Der Landkreis Bad Kissingen zählt zu den Gegenden, wo die CSU traditionell stark ist. Doch auch hier zeigt die derzeitige Erfolgswelle der Partei der Grünen Wirkung.
Auf etwas über 70 Mitglieder ist der Grünen-Kreisverband Bad Kissingen laut Tobias Eichelbrönner angewachsen. Es gebe wöchentlich Anmeldungen, sagt der Sprecher des Vorstands. Im Vergleich zu Städten wie beispielsweise Würzburg fällt die Mitgliederzahl natürlich gering aus. Wird aber die Ausgangslage im Landkreis berücksichtigt, ist der Zuwachs dann doch deutlich.
Denn wie Eichelbrönner erklärt, bewegte sich die Mitgliederzahl der Grünen im Landkreis meist um 50 herum. "Der tiefste Stand war so bei 46 Mitgliedern. Das war, als Hans-Josef Fell aus dem Bundestag flog", sagt Eichelbrönner.

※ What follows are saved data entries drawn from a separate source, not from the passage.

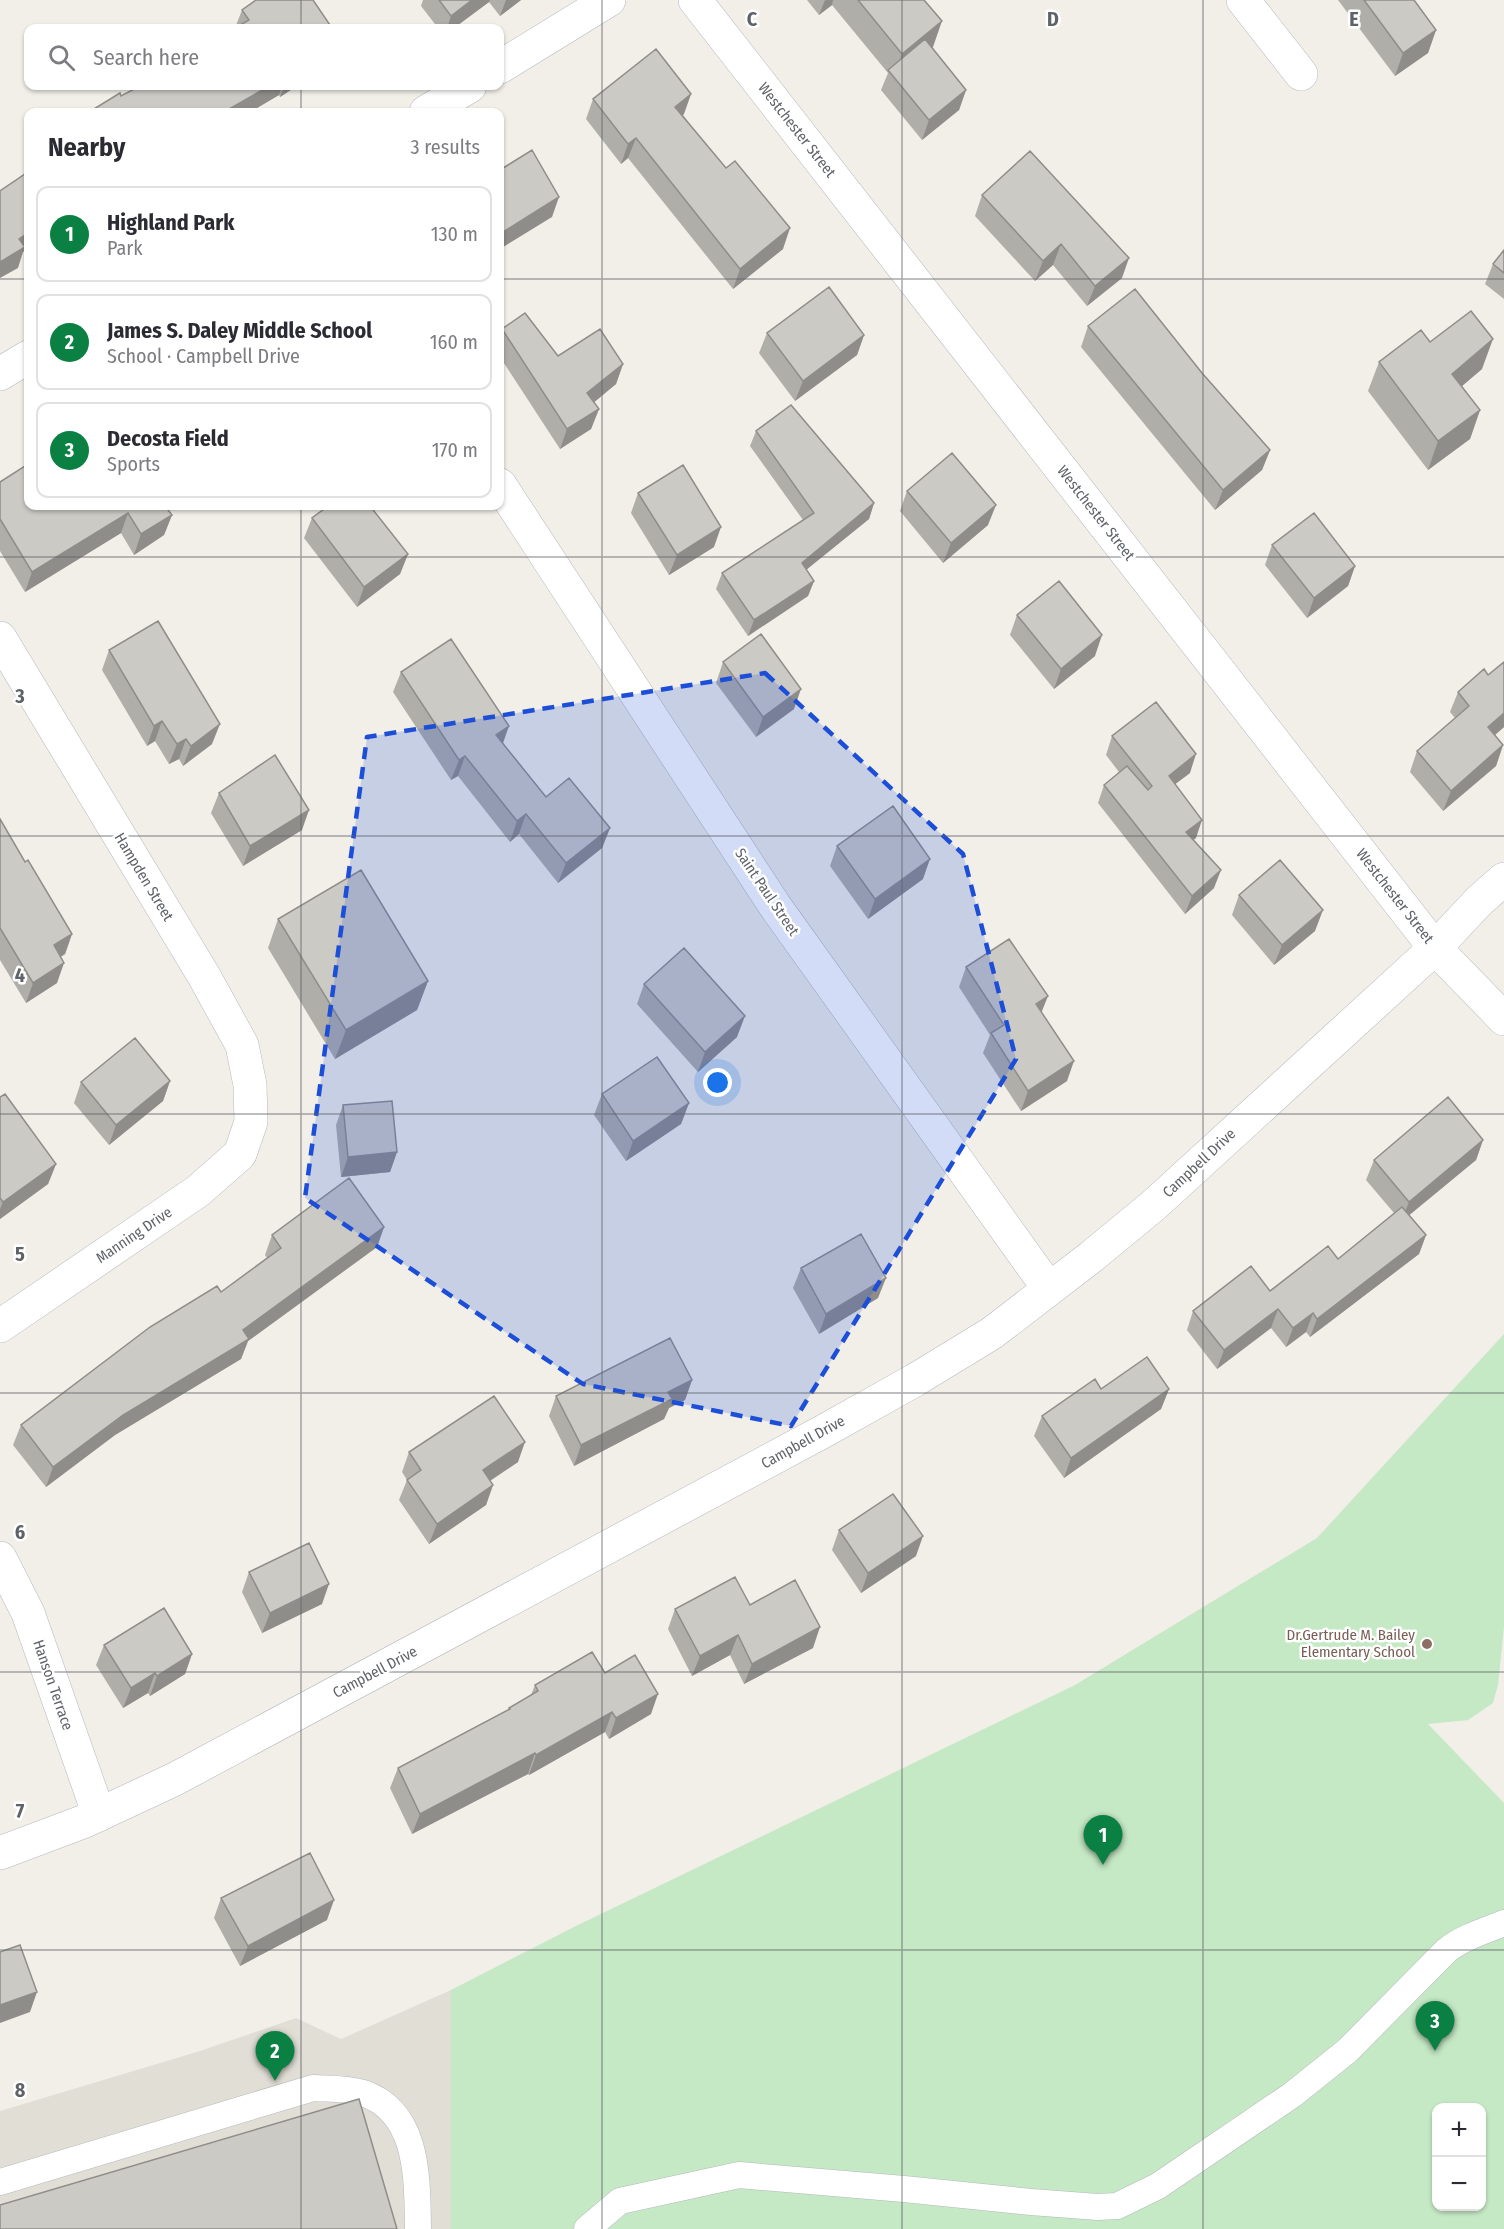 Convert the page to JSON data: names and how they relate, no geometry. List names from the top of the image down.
{
  "streets": {
    "street": [
      "Westchester Street",
      "Hampden Street",
      "Saint Paul Street",
      "Campbell Drive",
      "Manning Drive",
      "Hanson Terrace"
    ]
  },
  "crossings": [
    ["Westchester Street", "Campbell Drive"],
    ["Hampden Street", "Manning Drive"],
    ["Saint Paul Street", "Campbell Drive"],
    ["Campbell Drive", "Hanson Terrace"]
  ],
  "places": ["Dr.Gertrude M. Bailey Elementary School"],
  "page": {
    "search": "Search here",
    "heading": ["Nearby", "3 results"],
    "list": [
      {
        "mark": "1",
        "name": "Highland Park",
        "note": "Park",
        "value": "130 m"
      },
      {
        "mark": "2",
        "name": "James S. Daley Middle School",
        "note": "School · Campbell Drive",
        "value": "160 m"
      },
      {
        "mark": "3",
        "name": "Decosta Field",
        "note": "Sports",
        "value": "170 m"
      }
    ],
    "pins": ["1", "3", "2"],
    "map_buttons": ["+", "−"]
  },
  "grid": {
    "columns": ["C", "D", "E"],
    "rows": [
      "3",
      "4",
      "5",
      "6",
      "7",
      "8"
    ]
  }
}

Im Jahr 2013 hatte es Fell aufgrund seiner Listenposition nicht mehr in den Bundestag geschafft.
Seit Herbst 2017 gibt es mit Manuela Rottmann nun wider eine Grüne-Bundestagsabgeordnete aus Hammelburg . Und seitdem sind die Grünen im Landkreis wieder sichtbarer geworden. Das liegt zum Beispiel an den Veranstaltungen, mit denen Rottmann und die Grünen im Landkreis unterwegs sind. Die Sichtbarkeit zu steigern, sei die Idee gewesen, erklärt die Bundestagsabgeordnete .

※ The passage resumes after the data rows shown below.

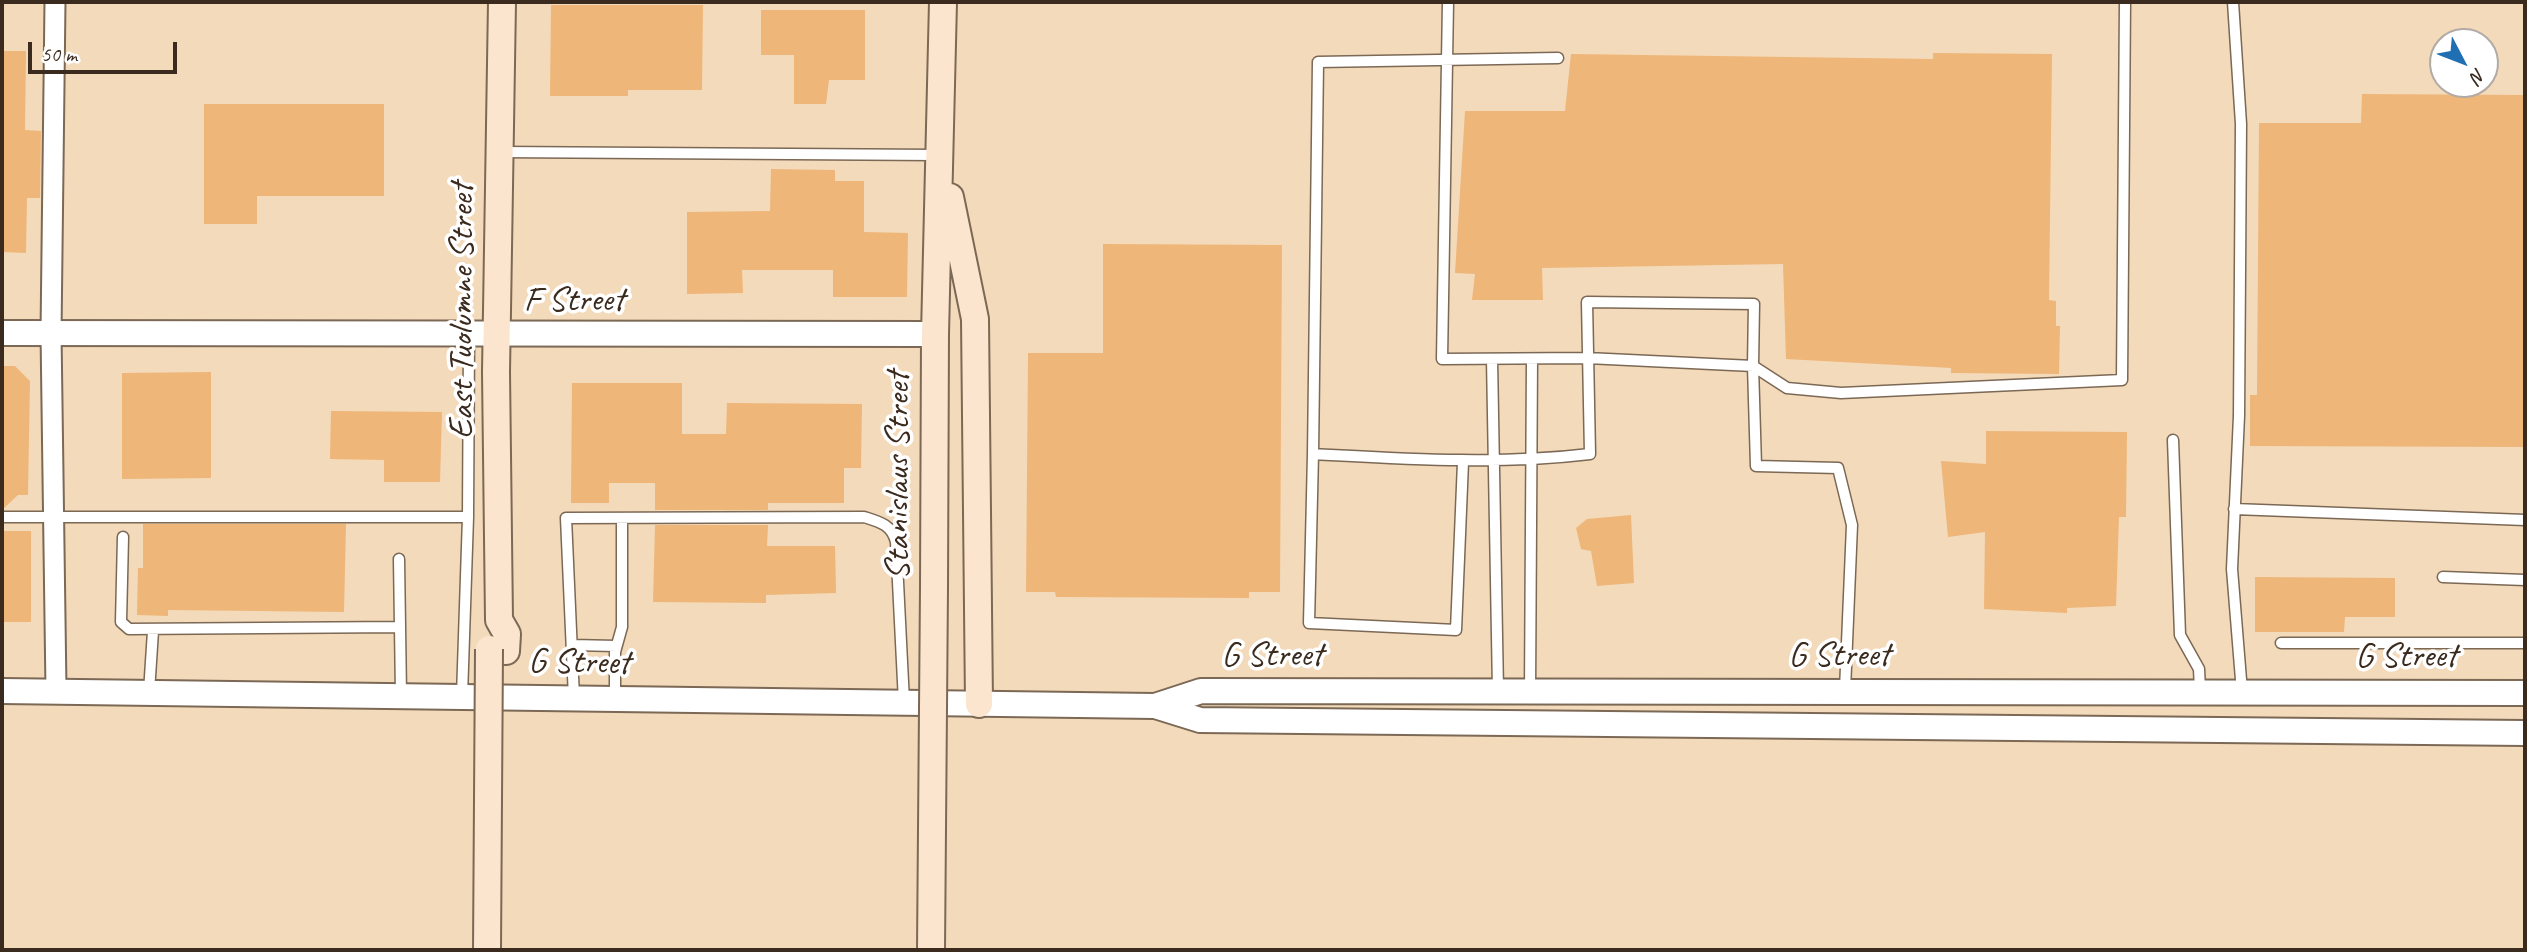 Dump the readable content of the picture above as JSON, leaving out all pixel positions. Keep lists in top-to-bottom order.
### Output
{
  "streets": {
    "main road": ["East Tuolumne Street", "Stanislaus Street"],
    "street": ["F Street", "G Street"]
  },
  "crossings": [
    ["F Street", "East Tuolumne Street"],
    ["F Street", "Stanislaus Street"]
  ],
  "scale_bar": "50 m",
  "north": "bottom right"
}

Die Veranstaltungen sollen dabei ein breites Meinungsspektrum abdecken und sich nicht nur an eine explizit grüne Zielgruppe richten. So war für einen Diskussionsabend über Glyphosat im vergangenen Jahr auch bewusst der Bauernverband eingeladen worden. Die Grünen hätten keine Angst, auch strittiger und konfliktreicher zu diskutieren, sagt Rottmann dazu. Die Veranstaltung damals im Hammelburger Pfarrzentrum hatte sehr viele Zuhörer angelockt.

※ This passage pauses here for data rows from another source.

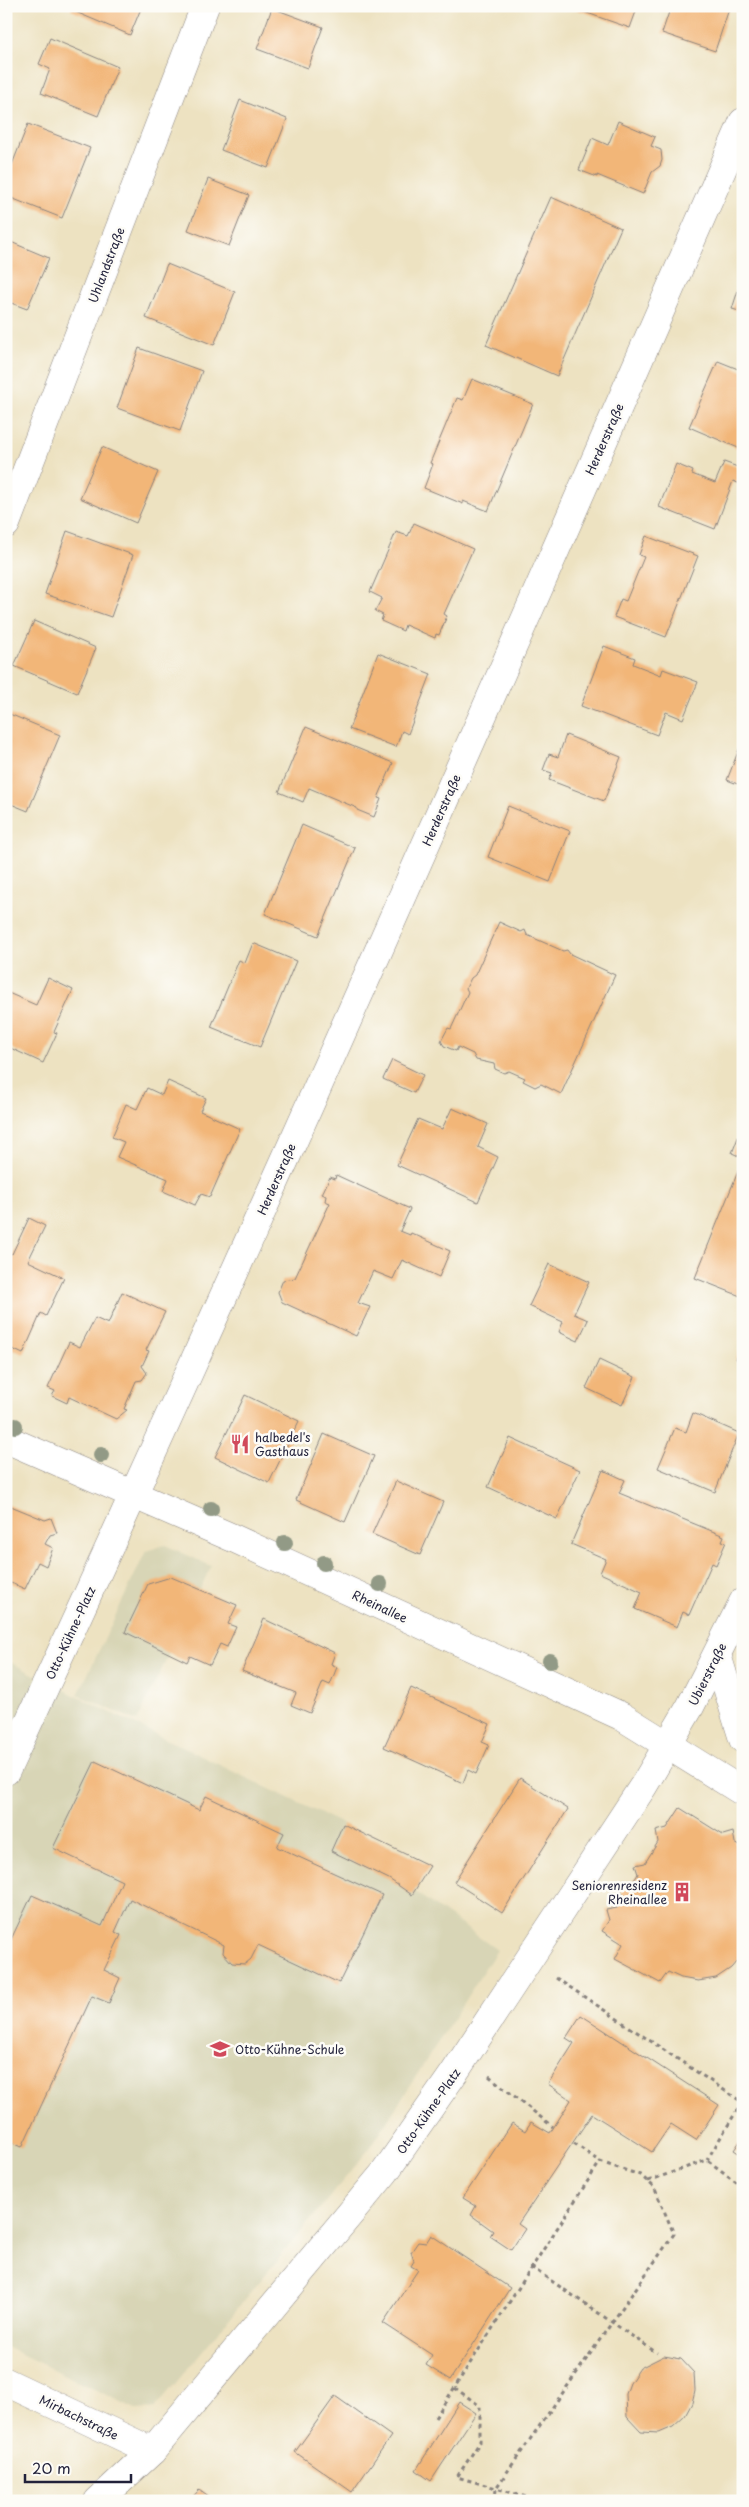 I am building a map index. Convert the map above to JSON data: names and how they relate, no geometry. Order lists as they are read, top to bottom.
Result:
{
  "streets": {
    "street": [
      "Uhlandstraße",
      "Herderstraße",
      "Rheinallee",
      "Otto-Kühne-Platz",
      "Ubierstraße",
      "Mirbachstraße"
    ]
  },
  "crossings": [
    ["Herderstraße", "Rheinallee"],
    ["Herderstraße", "Otto-Kühne-Platz"],
    ["Rheinallee", "Otto-Kühne-Platz"],
    ["Rheinallee", "Ubierstraße"],
    ["Otto-Kühne-Platz", "Ubierstraße"],
    ["Otto-Kühne-Platz", "Mirbachstraße"]
  ],
  "places": {
    "restaurant": ["halbedel's Gasthaus"],
    "building": ["Seniorenresidenz Rheinallee"],
    "school or university": ["Otto-Kühne-Schule"]
  },
  "scale_bar": "20 m"
}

Am Donnerstag, 22. August, kommt Tobias Lindner nach Langendorf. Der Grünen-Sprecher für Sicherheitspolitik im Verteidigungsausschuss spricht dort ab 19 Uhr über Friedenspolitik. Es handelt sich um eine Veranstaltung in Zusammenarbeit mit der Europa-Union. "Wir haben auch auf dem Lagerberg sehr für den Abend Werbung gemacht", sagt Rottmann.
Zu der Sichtbarkeit der Grünen trägt das Wahlkreisbüro der Abgeordneten ebenfalls stark bei. Es wurde vor mehr als einem Jahr in Hammelburg in zentraler Innenstadteinkaufslage eröffnet.
Büroleiter Fabian Hamák macht deutlich, dass es ein Wahlkreisbüro und kein Parteibüro ist und auf die Trennung geachtet werde. Trotzdem sind die Räumlichkeiten so etwas wie die zentrale Vertretung der Grünen im Landkreis - zumal es kein eigenes Büro des Kreisverbands gibt.
Mit vielen unterschiedlichen Anliegen kommen Menschen zu Hamák ins Büro - ganz unabhängig von Parteivorlieben. Er berichtet: "Wenn es einmal nur fünf Besucher am Tag sind, dann ist es ein äußerst ruhiger Tag." Was eher selten vorkommt. Denn sogar Touristen verirren sich ins Büro. Daher hält Hamák für sie einen Vorrat an touristischen Flyern der Stadt bereit
Bei den Besuchen gehe es häufig um "Lotsenarbeit", wie es Rottmann nennt: erklären, wer, wofür zuständig ist - Kommune, Land, Bund, EU. Die Erwartungen an die Grünen seien "riesengroß". Rottmann sagt: "Anders als früher wollen die Leute, dass die Grünen nun etwas ändern."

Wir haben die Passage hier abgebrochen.